Mimi Reinhard, an Austrian Jew who typed the names of more than 1,000 Jews for Oskar Schindler—the Nazi intelligence officer and war profiteer who would go on to help them escape Nazi execution—has died aged 107. Born on January 15, 1915, in Wiener Neustadt, Austria, as Carmen Koppel, Reinhard was held prisoner at a concentration camp near Krakow, Poland, during World War II in 1944. According to The New York Times, although she wasn't much of a typist, she knew shorthand and spoke flawless German, leading to her being recruited for a job in the camp's administrative office by Schindler.



 

It was there that she went on to play a small but important role in one of the great heroic stories to emerge from the Holocaust, one in which the lives of more than 1,000 Jewish prisoners—including hers—were saved from near-certain death. Schindler, who ran an enamelware factory near Krakow, initially exploited the Jews as a source of cheap labor. However, as he witnessed the horrors of the murderous Nazi regime, he reportedly risked his life and fortune to become their protector. Schindler's acts of subterfuge included creating a list of workers whom he deemed "essential" for the Nazi war effort but in reality, were those he wanted to spare from all but certain annihilation.



 

The now-famous Schindler's list—which included children, women, a girl dying of cancer, rabbis, friends of his and anyone else whose name he could remember—started with about 400 names. He recruited Reinhard to type up the names while visiting the Plaszow labor camp where she worked, and the list kept growing as he and others added more names. "It was very informal, and every day someone handed her more names, and the list had to be typed again and again," said Reinhard's son, Sasha Weitman. She even put her own name on the list and those of three friends, he added.



 

Reinhard, who never learned to type beyond using two fingers, produced the final clean manifest of names that would be presented to Nazi officials. Instead of being shipped to the gas chambers, the people listed were all sent to a Schindler munitions factory in an area of Czechoslovakia known as the Sudetenland at the time, where their lives were spared.
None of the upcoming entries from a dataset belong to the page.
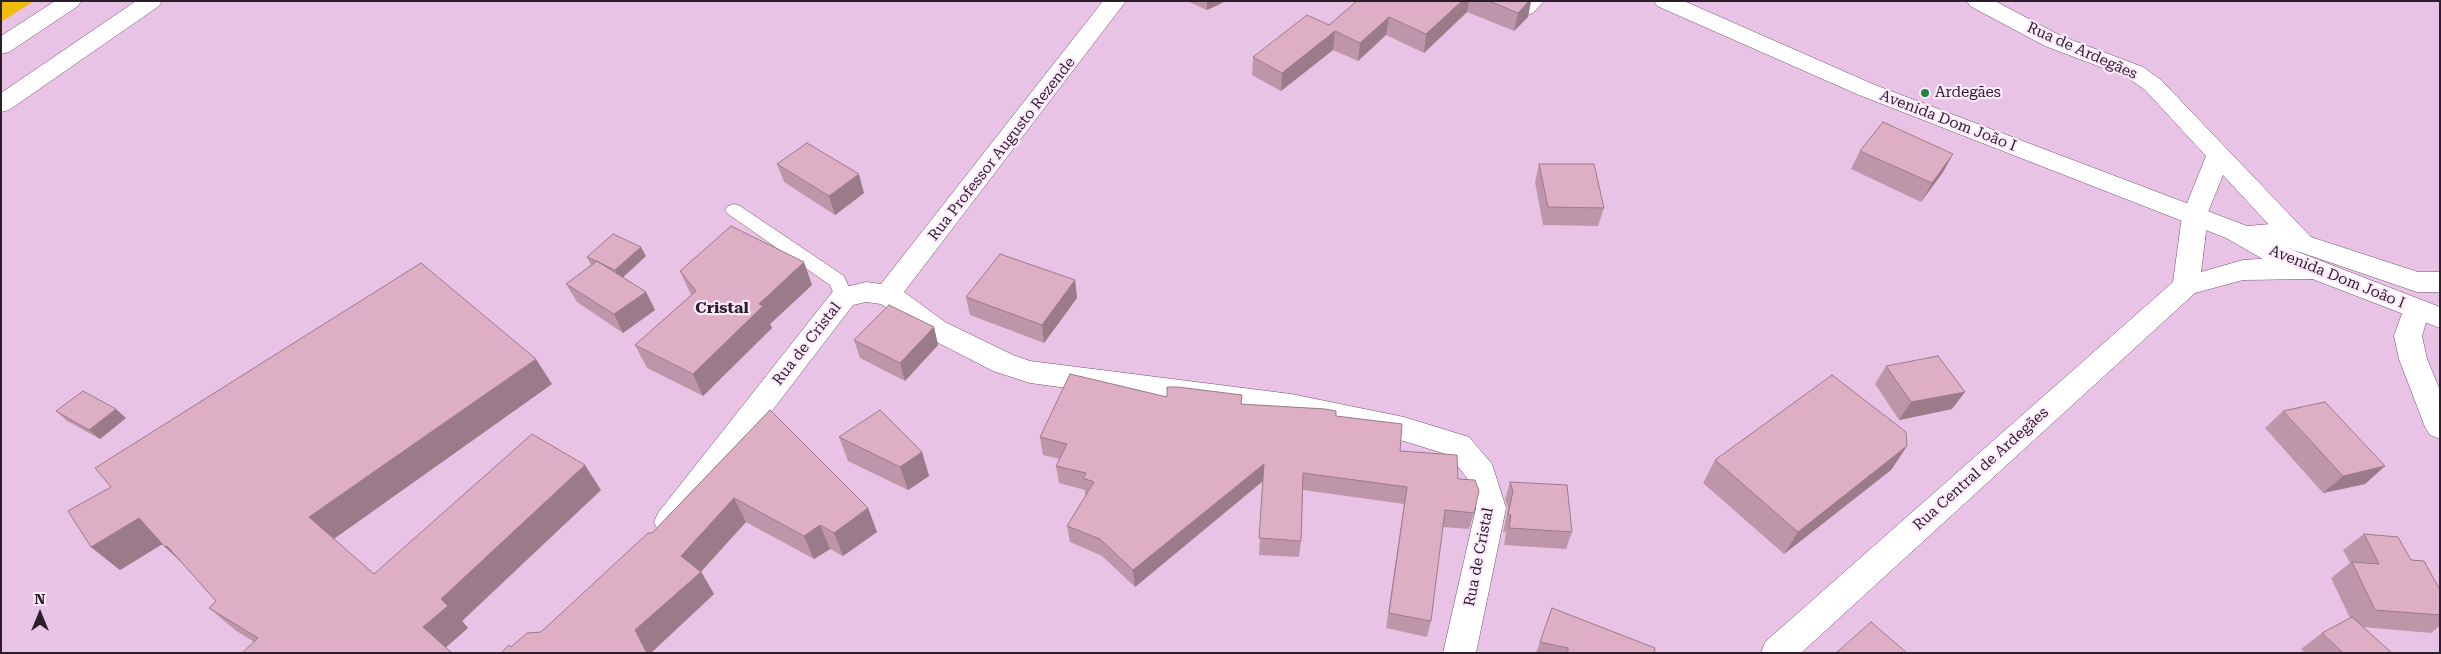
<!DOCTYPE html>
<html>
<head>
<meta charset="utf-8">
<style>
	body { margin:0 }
	#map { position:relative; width:2441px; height:654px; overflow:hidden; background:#e9c3e6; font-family:"Roboto Serif",serif }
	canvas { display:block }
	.frame { position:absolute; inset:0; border:2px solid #2c1d2b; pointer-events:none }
	.north { position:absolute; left:15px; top:589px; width:50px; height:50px; -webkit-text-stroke:4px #ffebfd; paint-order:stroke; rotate:0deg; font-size:14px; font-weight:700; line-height:20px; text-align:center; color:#2c1d2b }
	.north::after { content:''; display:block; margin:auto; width:18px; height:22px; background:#2c1d2b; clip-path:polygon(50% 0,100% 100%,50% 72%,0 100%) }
</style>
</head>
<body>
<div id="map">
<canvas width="2441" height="654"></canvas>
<div class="frame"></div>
<div class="north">N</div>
</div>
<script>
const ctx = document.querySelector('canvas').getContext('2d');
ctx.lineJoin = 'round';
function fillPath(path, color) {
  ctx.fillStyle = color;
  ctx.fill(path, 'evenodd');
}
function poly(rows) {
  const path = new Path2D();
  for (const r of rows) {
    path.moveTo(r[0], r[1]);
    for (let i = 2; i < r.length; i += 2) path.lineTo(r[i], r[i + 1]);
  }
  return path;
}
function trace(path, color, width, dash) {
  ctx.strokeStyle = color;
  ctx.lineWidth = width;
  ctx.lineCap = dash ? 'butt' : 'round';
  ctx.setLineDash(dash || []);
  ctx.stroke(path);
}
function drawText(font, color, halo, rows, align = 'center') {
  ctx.font = font + ' "Roboto Serif",serif';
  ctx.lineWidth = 4.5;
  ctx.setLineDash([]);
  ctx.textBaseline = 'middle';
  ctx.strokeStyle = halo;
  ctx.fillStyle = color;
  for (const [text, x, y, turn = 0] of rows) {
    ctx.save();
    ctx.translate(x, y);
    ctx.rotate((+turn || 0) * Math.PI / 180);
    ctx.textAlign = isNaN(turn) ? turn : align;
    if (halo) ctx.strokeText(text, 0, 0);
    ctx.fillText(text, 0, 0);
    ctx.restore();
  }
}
const green = poly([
	[1,1,34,1,1,22]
]);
const service = poly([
	[1501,1,1521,1,1526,3,1528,1,1544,1,1533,13,1528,15,1503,4,1501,1],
	[734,204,740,206,844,276,853,297,851,302,844,304,837,302,830,285,728,214,725,210,728,206,734,204]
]);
const minor = poly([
	[1103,1,1126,1,904,292,945,322,1013,355,1030,361,1291,394,1404,417,1469,437,1492,464,1506,508,1476,653,1443,653,1476,508,1467,478,1449,455,1404,441,1291,418,1030,383,993,371,925,336,899,315,881,304,866,302,853,305,680,531,669,535,658,531,654,522,658,513,834,290,866,282,881,284,1103,1],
	[1967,1,1995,1,2061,36,2143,67,2161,80,2310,236,2314,243,2310,250,2301,252,2292,250,2223,175,2204,222,2195,225,2186,222,2182,216,2206,156,2145,90,2127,77,2045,46,1970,6,1967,1],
	[2416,299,2426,302,2430,309,2422,336,2427,359,2440,390,2440,439,2430,435,2425,427,2399,359,2394,336,2406,302,2416,299]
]);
const tertiary = poly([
	[2195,207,2204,210,2208,216,2201,272,2243,260,2274,258,2314,259,2323,262,2327,269,2323,276,2314,279,2243,280,2195,293,1801,653,1761,653,1765,642,2173,282,2182,216,2186,210,2195,207]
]);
const primary = poly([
	[1654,1,1684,1,1875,85,2247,226,2271,224,2418,272,2440,272,2440,292,2417,292,2285,247,2440,307,2440,328,2268,262,2226,238,1859,95,1657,6,1654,1]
]);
const motorway = poly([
	[55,1,81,1,78,6,9,52,1,54,1,36,55,1],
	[136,1,162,1,159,6,9,110,1,112,1,93,136,1]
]);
const wall = poly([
	[1187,1,1226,1,1207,10],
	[1357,1,1531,1,1528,17,1514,31,1467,12,1424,53,1386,35,1358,61,1333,50,1281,91,1252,75,1253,57,1329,25],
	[1860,151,1953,154,1943,172,1921,202,1851,169],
	[777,164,864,193,835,215,784,182],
	[1539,164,1604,208,1598,226,1543,225,1535,182],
	[646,256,623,277,646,292,655,310,623,333,577,302,566,284,591,265,587,257],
	[680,271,812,285,770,324,772,328,703,396,647,368,635,345,691,295],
	[1075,280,1077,298,1044,343,970,315,966,297],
	[934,327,938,345,905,381,860,358,854,340],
	[1886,366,1952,409,1899,420,1875,384],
	[552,384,334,539,374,574,601,490,462,621,468,628,446,647,254,642,235,630,209,608,216,601,181,561,162,544,120,570,91,547],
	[1167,397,1241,404,1336,416,1400,451,1458,479,1474,513,1469,529,1443,527,1431,621,1427,637,1386,628,1404,504,1303,490,1301,541,1299,557,1259,555,1263,481,1135,587,1102,556,1070,542,1067,526,1086,495,1085,495,1085,490,1059,483,1056,466,1060,459,1043,455,1040,437],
	[770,410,868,508,877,532,843,556,830,549,814,559,746,522,701,571,714,594,651,653,501,653,541,632,652,533],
	[56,411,126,418,100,439,67,421],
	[2283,411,2385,466,2365,484,2323,493,2265,428],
	[839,437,922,452,929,476,908,490,848,461],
	[1907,446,1891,470,1784,554,1703,483,1715,460],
	[1510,482,1572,532,1566,549,1504,545,1506,532,1503,532,1508,508,1505,499],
	[2364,534,2411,560,2440,590,2440,626,2431,633,2363,627,2392,653,2305,653,2301,649,2322,633,2350,618,2331,578,2350,563,2343,550],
	[1552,608,1654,653,1536,653]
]);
const shadedWall = poly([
	[1207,1,1226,1,1207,10],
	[1462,1,1469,1,1467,12,1424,53,1426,34],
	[1529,1,1531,1,1528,17,1514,31,1518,13],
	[1389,17,1386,35,1358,61,1360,43],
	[1335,31,1333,50,1281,91,1282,73],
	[1953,154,1943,172,1921,202,1932,183],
	[859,174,864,193,835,215,829,196],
	[641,247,646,256,620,280,615,270],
	[804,262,812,285,770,324,772,328,703,396,693,374,759,304],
	[1075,280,1077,298,1044,343,1042,325],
	[646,292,655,310,623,333,614,314],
	[934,327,938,345,905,381,900,363],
	[536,359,552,384,332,540,309,517],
	[1965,392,1952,409,1899,420,1911,402],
	[116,409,126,418,100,439,89,430],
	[1907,446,1891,470,1784,554,1798,532],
	[922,452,929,476,908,490,900,467],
	[1264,464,1263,481,1135,587,1133,570],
	[585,465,601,490,462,621,468,628,444,649,423,627,441,599],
	[2385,466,2365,484,2323,493,2343,476],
	[734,498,746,522,699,574,701,572,714,594,651,653,647,653,635,630,681,556],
	[868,508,877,532,843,556,834,533],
	[139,518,166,542,120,570,91,547],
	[820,525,830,549,814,559,804,536],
	[167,546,191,571,165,547]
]);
const building = poly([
	[1357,1,1462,1,1426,34,1389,17,1360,43,1335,31,1282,73,1253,57,1307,15,1329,25,1357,1],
	[1489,1,1529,1,1518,13,1489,1],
	[1883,122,1953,154,1932,183,1860,151,1883,122],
	[807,143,859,174,829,196,777,164,807,143],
	[1539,164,1594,164,1604,208,1548,207,1539,164],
	[731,226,804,262,759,304,763,306,693,374,635,345,696,291,680,271,731,226],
	[613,234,641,247,615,270,587,257,613,234],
	[1000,254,1075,280,1042,325,966,297,1000,254],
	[597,261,646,292,614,314,566,284,597,261],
	[421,263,536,359,309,517,374,574,532,434,585,465,441,599,448,606,423,627,452,653,242,653,258,638,209,608,216,601,167,546,165,547,139,518,91,547,68,511,111,487,95,468,421,263],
	[889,305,934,327,900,363,854,340,889,305],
	[1938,356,1965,392,1911,402,1886,366,1938,356],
	[1070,374,1167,397,1167,387,1178,387,1242,395,1241,404,1325,409,1336,411,1336,416,1402,424,1400,451,1457,455,1458,479,1475,480,1479,491,1474,513,1445,510,1431,621,1389,613,1407,487,1303,473,1301,541,1259,538,1264,464,1133,570,1100,539,1067,526,1094,482,1083,478,1086,473,1056,466,1067,444,1040,437,1070,374],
	[1832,375,1906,432,1907,446,1798,532,1715,460,1832,375],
	[83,391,116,409,89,430,56,411,83,391],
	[2325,402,2385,466,2343,476,2283,411,2325,402],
	[770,410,868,508,834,533,820,525,804,536,734,498,681,556,701,572,635,630,647,653,501,653,509,645,511,647,527,633,541,632,648,533,652,533,770,410],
	[880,410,922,452,900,467,839,437,880,410],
	[1510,482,1567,485,1572,532,1509,528,1511,515,1508,515,1513,491,1510,482],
	[2364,534,2398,537,2411,560,2424,561,2440,590,2440,615,2375,610,2352,562,2379,564,2364,534],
	[1552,608,1655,648,1654,653,1568,653,1568,648,1540,642,1552,608],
	[2352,617,2392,653,2343,653,2322,633,2352,617],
	[1871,622,1907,653,1836,653,1871,622]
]);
const markers = [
	[1925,93,5,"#1a853b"]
];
const streetNames = [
	["Rua de Ardegães",2082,51,24],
	["Avenida Dom João I",1948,121,21],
	["Rua Professor Augusto Rezende",1002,149,-52],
	["Avenida Dom João I",2337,277,22],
	["Rua de Cristal",807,344,-52],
	["Rua Central de Ardegães",1981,469,-42],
	["Rua de Cristal",1479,557,-79]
];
const poiNames = [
	["Ardegães",1935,93]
];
const neighbourhoodNames = [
	["Cristal",722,308]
];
fillPath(green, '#efbc0d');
trace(service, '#725170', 1);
trace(minor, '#725170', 1);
trace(tertiary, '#725170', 1);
trace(primary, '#725170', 1);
trace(motorway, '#725170', 1);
fillPath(service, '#fff');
fillPath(minor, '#fff');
fillPath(tertiary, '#fff');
fillPath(primary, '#fff');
fillPath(motorway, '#fff');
fillPath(wall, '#bf96a9');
fillPath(shadedWall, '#9b7a8a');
fillPath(building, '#deaec5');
trace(building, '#9b7a8a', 1);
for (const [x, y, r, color] of markers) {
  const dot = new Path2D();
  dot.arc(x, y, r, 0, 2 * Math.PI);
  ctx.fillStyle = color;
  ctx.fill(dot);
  trace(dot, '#ffebfd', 2);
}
drawText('15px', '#2c1d2b', '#ffebfd', streetNames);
drawText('15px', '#2c1d2b', '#ffebfd', poiNames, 'left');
drawText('bold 16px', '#2c1d2b', '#ffebfd', neighbourhoodNames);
</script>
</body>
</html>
Reinhard was 107 years old when she died on Friday in an assisted living facility in Herzliya, north of Tel Aviv, Israel, her son revealed.



 

The story of the so-called Schindler Jews—the Schindlerjuden—was made public in 1982, when the Australian author Thomas Keneally published a meticulously researched novel, "Schindler’s Ark," which appeared in the United States as "Schindler's List." The saga reached even more people in 1993 through the much-acclaimed Steven Spielberg movie by the same name, which won seven Academy Awards, including best picture. Although Reinhard was never secretive about her role, it did not come to light publicly until 2007 when the then-92-year-old moved to Israel from New York (where she had settled after the war) and told of her Schindler connection to the Jewish Agency for Israel. She became an instant celebrity when she landed in Israel, where she was mobbed by the news media.



 

In addition to her son, Reinhard is survived by three granddaughters, nine great-grandchildren and two great-great-grandchildren. Speaking to Israeli newspaper Ha'aretz in 2007, she revealed the two sides of Schindler she witnessed. "He was no angel," she said. "We knew that he was an SS man; he was a member of the highest ranks. They went out drinking together at night, but apparently he could not stand to see what they were doing to us... I saw a man who was risking his life all the time for what he was doing."